Ensuite, si l’on considère la loi qui rendait le répertoire en partie accessible au public (loi c128), on peut constater un élargissement, une décentralisation du contrôle par la surveillance citoyenne. D’une part, cet élargissement du contrôle était fortement calculé, puisqu’il se basait d’abord et avant tout sur une évaluation du risque via le RRAS. Nous savons que seule l’information sur certains délinquants sexuels à risque modéré ainsi que tous les individus à risque élevé était divulguée. Ceux qui correspondaient à ces catégories feraient donc l’objet d’une surveillance accrue, puisque certains membres du public avaient maintenant la capacité d’identifier ces individus.

Or, ceci répondait naturellement à une partie du problème social qu’était l’absence d’information concernant les délinquants sexuels. Les êtres invisibles devenaient maintenant visibles via la Loi de Megan. Les yeux étaient maintenant partout. On peut croire que la loi répondait du même coup à un certain niveau d’anxiété causé par une perception spécifique du risque. Avec la Loi de Megan, on allait contrôler en partie la source de l’insécurité et de l’anxiété du public. La loi s’adressait donc en partie au sentiment d’insécurité alors présent dans le public, puisqu’on allait lui donner un nouvel outil, celui de l’information.

La solution qui allait être administrée avait tout de même un objectif principal, voire ultime plus concret témoignant encore une fois d’un certain contrôle du risque par la

surveillance, soit celui de la sécurité du public. La conjonction de la surveillance des autorités et de celle du public allait répondre à la menace perçue de deux façons principales. D’une part, on procurait le public avec les outils nécessaires à éviter certains endroits ou individus. D’autre part, on aidait les autorités à résoudre des crimes sexuels plus rapidement, leur donnant la chance de sauver les victimes potentielles avant que le pire n’arrive. En ce sens, le contrôle du risque par une double surveillance allait concrètement empêcher des crimes comme celui sur Megan de se perpétuer. Certains acteurs, comme Furlong, ont tout de même tenté de défier cette perception qui semblait inhérente à la loi, soulignant entre autres que les délinquants sexuels récidivistes, plus particulièrement les psychopathes motivés, obtiendraient ce qu’ils voudraient peu importe le fait qu’une loi existe ou non. Il semble que ce type de discours était plus ou moins ignoré dans l’arène politique.
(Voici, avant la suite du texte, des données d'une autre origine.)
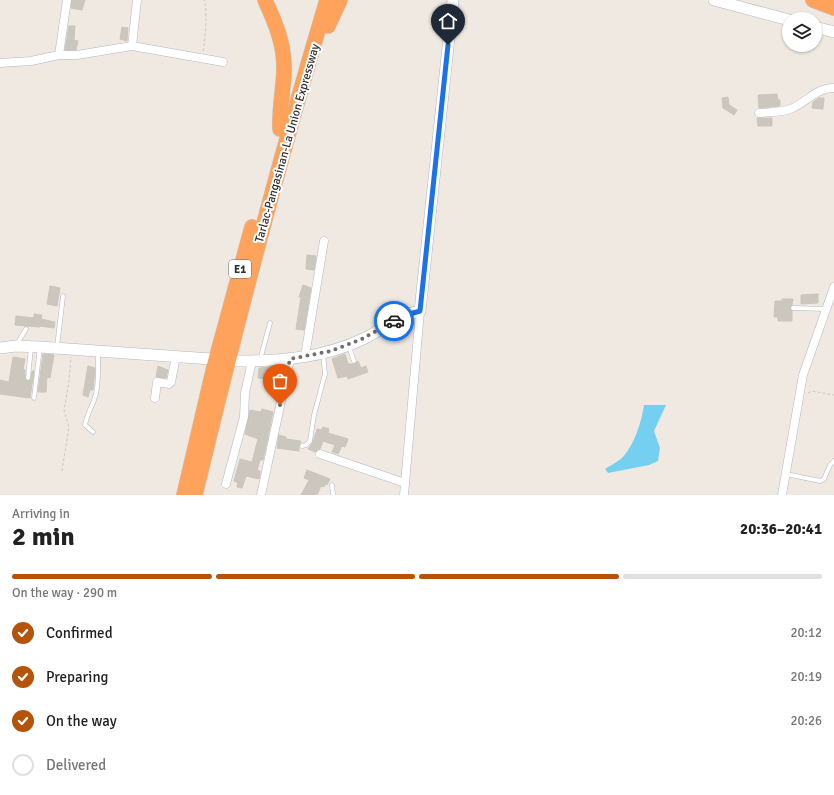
<!DOCTYPE html>
<meta charset="utf-8">
<style>
:root{--surface:#fff;--page:#f2f2f2;--text:#222;--muted:#767676;--line:#e0e0e0;--accent:#b45309}
body{margin:0;font-family:Signika,sans-serif;background:var(--page);color:var(--text);height:100vh;display:flex;flex-direction:column;font-size:15px;white-space:nowrap}
*{box-sizing:border-box;margin:0}
p{font-size:13px;color:var(--muted)}
.icon{flex:none;width:22px;height:22px;fill:none;stroke:currentColor;stroke-width:2;stroke-linecap:round;stroke-linejoin:round}
.map{position:relative;height:495px;overflow:hidden}
.drawer{display:flex;flex-direction:column;background:var(--surface);flex:1}
.drawer>*{flex:none}
.tools{position:absolute;left:782px;top:12px;display:grid;gap:8px}
.tools a{display:grid;place-items:center;width:40px;height:40px;border-radius:50%;background:var(--surface);box-shadow:0 1px 3px #0004;font-size:20px}
.pin{position:absolute;display:grid;place-items:center;width:34px;height:34px;color:#fff;margin:-41px -17px;border-radius:50% 50% 50% 0;rotate:-45deg;box-shadow:0 0 4px #0007}
.pin .icon{rotate:45deg}
.courier{position:absolute;display:grid;place-items:center;width:40px;height:40px;margin:-20px;border:3px solid #1a73e8;border-radius:50%;background:#fff;color:#222;box-shadow:0 1px 5px #0007}
.summary em{font-style:normal;font-weight:700}
.summary div{display:flex;flex-direction:column-reverse}
.summary{display:flex;align-items:center;justify-content:space-between;height:68px;padding:0 12px}
h1{font-size:26px;font-weight:700;line-height:30px}
.bar{display:grid;grid-template-columns:repeat(4,1fr);gap:6px 4px;align-content:center;height:48px;padding:0 12px}
.bar i{height:5px;border-radius:3px;background:var(--line)}
.bar .active{background:var(--accent)}
.bar p{grid-column:span 4}
ol{padding:0 12px;list-style:none}
li{display:flex;align-items:center;gap:12px;height:44px}
li p{margin-inline-start:auto}
li .icon{padding:4px;border-radius:50%;background:var(--accent);color:#fff;stroke-width:4}
li:last-child{color:var(--muted)}
li i{width:22px;height:22px;border:2px solid var(--line);border-radius:50%}
.map>svg:first-child{display:block}
</style>
<div class="map">
<svg width="834" height="495" viewBox="0 0 834 495">
<rect width="100%" height="100%" fill="#efe9e1"/>
<path fill="#75cff0" d="M644 405H666L654 431 660 448 658 461 649 465 608 473 605 469C610 466 617 462 622 458 635 444 641 423 644 405Z"/>
<g fill="#cbc7bf" stroke="#cbc5ba">
<path d="M72 0H85L82 10 71 8Z"/>
<path d="M69 26H75L74 40 78 41 76 50H65Z"/>
<path d="M122 27 128 28 127 41 120 39Z"/>
<path d="M777 94 778 100H780V106L759 108 758 95Z"/>
<path d="M728 97 729 105 737 110 734 115 723 108 722 98Z"/>
<path d="M819 98H824L823 109 812 108 813 102Z"/>
<path d="M757 118H772V126H758Z"/>
<path d="M307 255 316 256 314 270 306 269Z"/>
<path d="M303 285 311 288 304 330 296 329 301 297H299Z"/>
<path d="M50 286 60 288 57 306 47 304Z"/>
<path d="M818 294V303L801 304V295Z"/>
<path d="M782 299H793L792 305 790 308 792 311V321H778V317H774L775 301H782Z"/>
<path d="M34 314 42 315 41 319 55 322 54 328 40 326V327L15 325 16 316 34 318Z"/>
<path d="M43 354 54 355 50 378 47 377 46 392H38Z"/>
<path d="M345 354 348 364H355L358 361 361 368 366 366 368 372 348 379 347 376 338 378 332 359Z"/>
<path d="M13 357 25 359 23 370H25V378L26 381 31 380 32 371H34L30 398 0 394V380L9 382Z"/>
<path d="M88 366 95 368 93 390H90L88 397 83 395Z"/>
<path d="M158 366 168 370 166 378 156 377Z"/>
<path d="M283 366 281 375 267 374 266 379 258 378 259 368Z"/>
<path d="M262 409 273 412 263 460H260L257 470 260 471 259 479 246 476 242 488 237 487 238 483 234 481 240 459 252 462 258 439 245 434 250 410 261 412Z"/>
<path d="M323 427 329 429 328 433 348 439 345 447 342 446 338 454 332 452 335 445 323 441 320 449 315 452 308 449 313 442 317 429 322 430Z"/>
<path d="M279 435 286 437V439L301 441 299 445V451L277 448Z"/>
<path d="M307 470 330 479 327 485 325 484 324 487 321 486 317 495H301L309 480 304 478Z"/>
</g>
<g fill="none" stroke-linecap="round" stroke-linejoin="round">
<defs>
<g id="lane">
<path d="M793 308 825 309"/>
<path d="M17 344 26 329"/>
<path d="M57 347 63 296"/>
<path d="M349 347 354 361"/>
<path d="M260 360 270 323"/>
<path d="M28 378 31 347"/>
<path d="M34 398 40 347"/>
<path d="M93 432 85 425C87 414 93 405 96 394 99 380 98 366 98 352"/>
<path d="M302 446 306 445 310 441 314 415 325 374 323 353"/>
<path d="M786 474 820 481 824 479 830 465 834 461"/>
<path d="M332 485 333 495"/>
</g>
<g id="street">
<path d="M132 46 137 0"/>
<path d="M59 55 67 0"/>
<path d="M0 63 31 61 59 55H77L132 46 223 62"/>
<path d="M759 113C770 112 782 113 793 108 807 101 817 88 834 88"/>
<path d="M305 356 324 241"/>
<path d="M155 398 157 382 169 384 171 382 176 356"/>
<path d="M320 454 405 483"/>
<path d="M226 484 244 417 245 393 252 361"/>
<path d="M261 495 290 359"/>
<path d="M404 495 420 311"/>
<path d="M782 495 803 375 834 287"/>
</g>
<g id="secondary">
<path d="M714 0 789 20"/>
<path d="M815 27 834 32"/>
<path d="M0 348 16 346 40 347 211 359"/>
<path d="M238 361C280 361 324 358 363 339 382 330 399 315 420 311L453 0"/>
</g>
<g id="highway">
<path d="M265 0C275 22 284 43 284 67 284 88 279 108 280 129"/>
<path d="M813 0 834 8"/>
<path d="M328 26 340 0"/>
<path d="M184 495 214 367 252 227"/>
<path d="M195 495C235 329 278 164 327 0"/>
</g>
</defs>
<use href="#lane" stroke="#b4b7c1" stroke-width="5"/>
<use href="#street" stroke="#b4b7c1" stroke-width="9"/>
<use href="#secondary" stroke="#b4b7c1" stroke-width="12"/>
<use href="#highway" stroke="#c9c9c9" stroke-width="16"/>
<g stroke="#c9c9c9" stroke-width="1" stroke-dasharray="3 2" stroke-linecap="butt">
<path d="M203 51C205 42 208 8 204 0"/>
<path d="M808 393 812 391 834 395"/>
<path d="M62 471 69 427 64 411 69 381 71 357"/>
</g>
<use href="#lane" stroke="#fff" stroke-width="4"/>
<use href="#street" stroke="#fff" stroke-width="8"/>
<use href="#secondary" stroke="#fff" stroke-width="11"/>
<use href="#highway" stroke="#ffa35c" stroke-width="15"/>
</g>
<g fill="none" stroke-linecap="round" stroke-linejoin="round">
<path stroke="#726f6d" stroke-width="4" stroke-dasharray="0 7.2" d="M280 405 290 359 331 351 362 339 394 321"/>
<path stroke="#1a73e8" stroke-width="5" d="M394 321 403 316 420 311 448 45"/>
</g>
<g text-anchor="middle" stroke-width="4" stroke-linejoin="round" paint-order="stroke">
<rect fill="#fff" stroke="#6d6d6d" stroke-width="1" x="229" y="260" width="22" height="18" rx="3"/>
<g font-size="11" font-weight="bold" fill="#2e2e2e">
<text x="240" y="273">E1</text>
</g>
<g font-size="12" fill="#2e2e2e" stroke="#fff">
<text transform="translate(287 143) rotate(-74)" y="4">Tarlac-Pangasinan-La Union Expressway</text>
</g>
</g>
</svg>
<div class="tools">
<a><svg class="icon" aria-label="layers" viewBox="0 0 24 24"><path d="M12 4l9 5-9 5-9-5zM3 14l9 5 9-5"/></svg></a>
</div>
<div class="pin" style="left:280px;top:405px;background:#ea580c"><svg class="icon" aria-label="bag" viewBox="0 0 24 24"><path d="M5 8h14l-1 12H6zM9 8a3 3 0 0 1 6 0"/></svg></div>
<div class="pin" style="left:448px;top:45px;background:#1f2937"><svg class="icon" aria-label="home" viewBox="0 0 24 24"><path d="M3 11l9-7 9 7M6 9v11h12V9"/></svg></div>
<div class="courier" style="left:394px;top:321px"><svg class="icon" aria-label="car" viewBox="0 0 24 24"><path d="M5 17H2v-5l4-1 3-4h7l3 4 3 1v5h-3M9 17h6M6 11h13"/><circle cx="7" cy="17" r="2"/><circle cx="17" cy="17" r="2"/></svg></div>
</div>
<section class="drawer">
<div class="summary"><div><h1>2 min</h1><p>Arriving in</p></div><em>20:36–20:41</em></div>
<div class="bar"><i class="active"></i><i class="active"></i><i class="active"></i><i></i><p>On the way · 290 m</p></div>
<ol>
<li><svg class="icon" aria-label="check" viewBox="0 0 24 24"><path d="M5 12l5 5 9-10"/></svg>Confirmed<p>20:12</p></li>
<li><svg class="icon" aria-label="check" viewBox="0 0 24 24"><path d="M5 12l5 5 9-10"/></svg>Preparing<p>20:19</p></li>
<li><svg class="icon" aria-label="check" viewBox="0 0 24 24"><path d="M5 12l5 5 9-10"/></svg>On the way<p>20:26</p></li>
<li><i></i>Delivered</li>
</ol>
</section>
Pour la grande majorité des acteurs, le lien entre la Loi de Megan et la sécurité du public était trop fort et étant donné la force du nombre, il semble qu’un discours comme celui de Furlong se perdait dans l’immensité des discours lui faisant opposition.

En somme, si l’on se fit à la perception dominante, la Loi de Megan, via un contrôle par la surveillance, allait non seulement restaurer sinon augmenter le sentiment de sécurité de la population, elle arriverait plus concrètement à procurer à la population un niveau accru de sécurité.

-Solution au problème social

Pour conclure sur cette section, cette gestion du risque présente dans la Loi de Megan répondait donc au problème social perçu de diverses façons. En premier lieu, on tentait d’évaluer le risque encouru, ce qui constituait une première réponse au problème perçu du délinquant sexuel comme menace inacceptable à la société. On allait maintenant avoir une certaine idée du niveau de risque des délinquants sexuels. Ensuite, le contrôle du risque par la surveillance allait répondre à trois autres aspects du problème social. Dans un premier temps, on répondait au problème de l’absence de l’information en fournissant justement de l’information sur certains délinquants sexuels vivant dans la communauté. Avec cette divulgation de l’information, on répondait une fois de plus au

problème de la menace perçue, soit en répondant à la construction dominante du délinquant sexuel. Ensuite, la surveillance du délinquant sexuel allait contenir le danger perçu et allait par le fait même l’empêcher de récidiver. Au travers la solution qu’était la Loi de Megan, on s’adressait donc directement à une perception particulière du problème social dans le but ultime d’augmenter la sécurité de la population.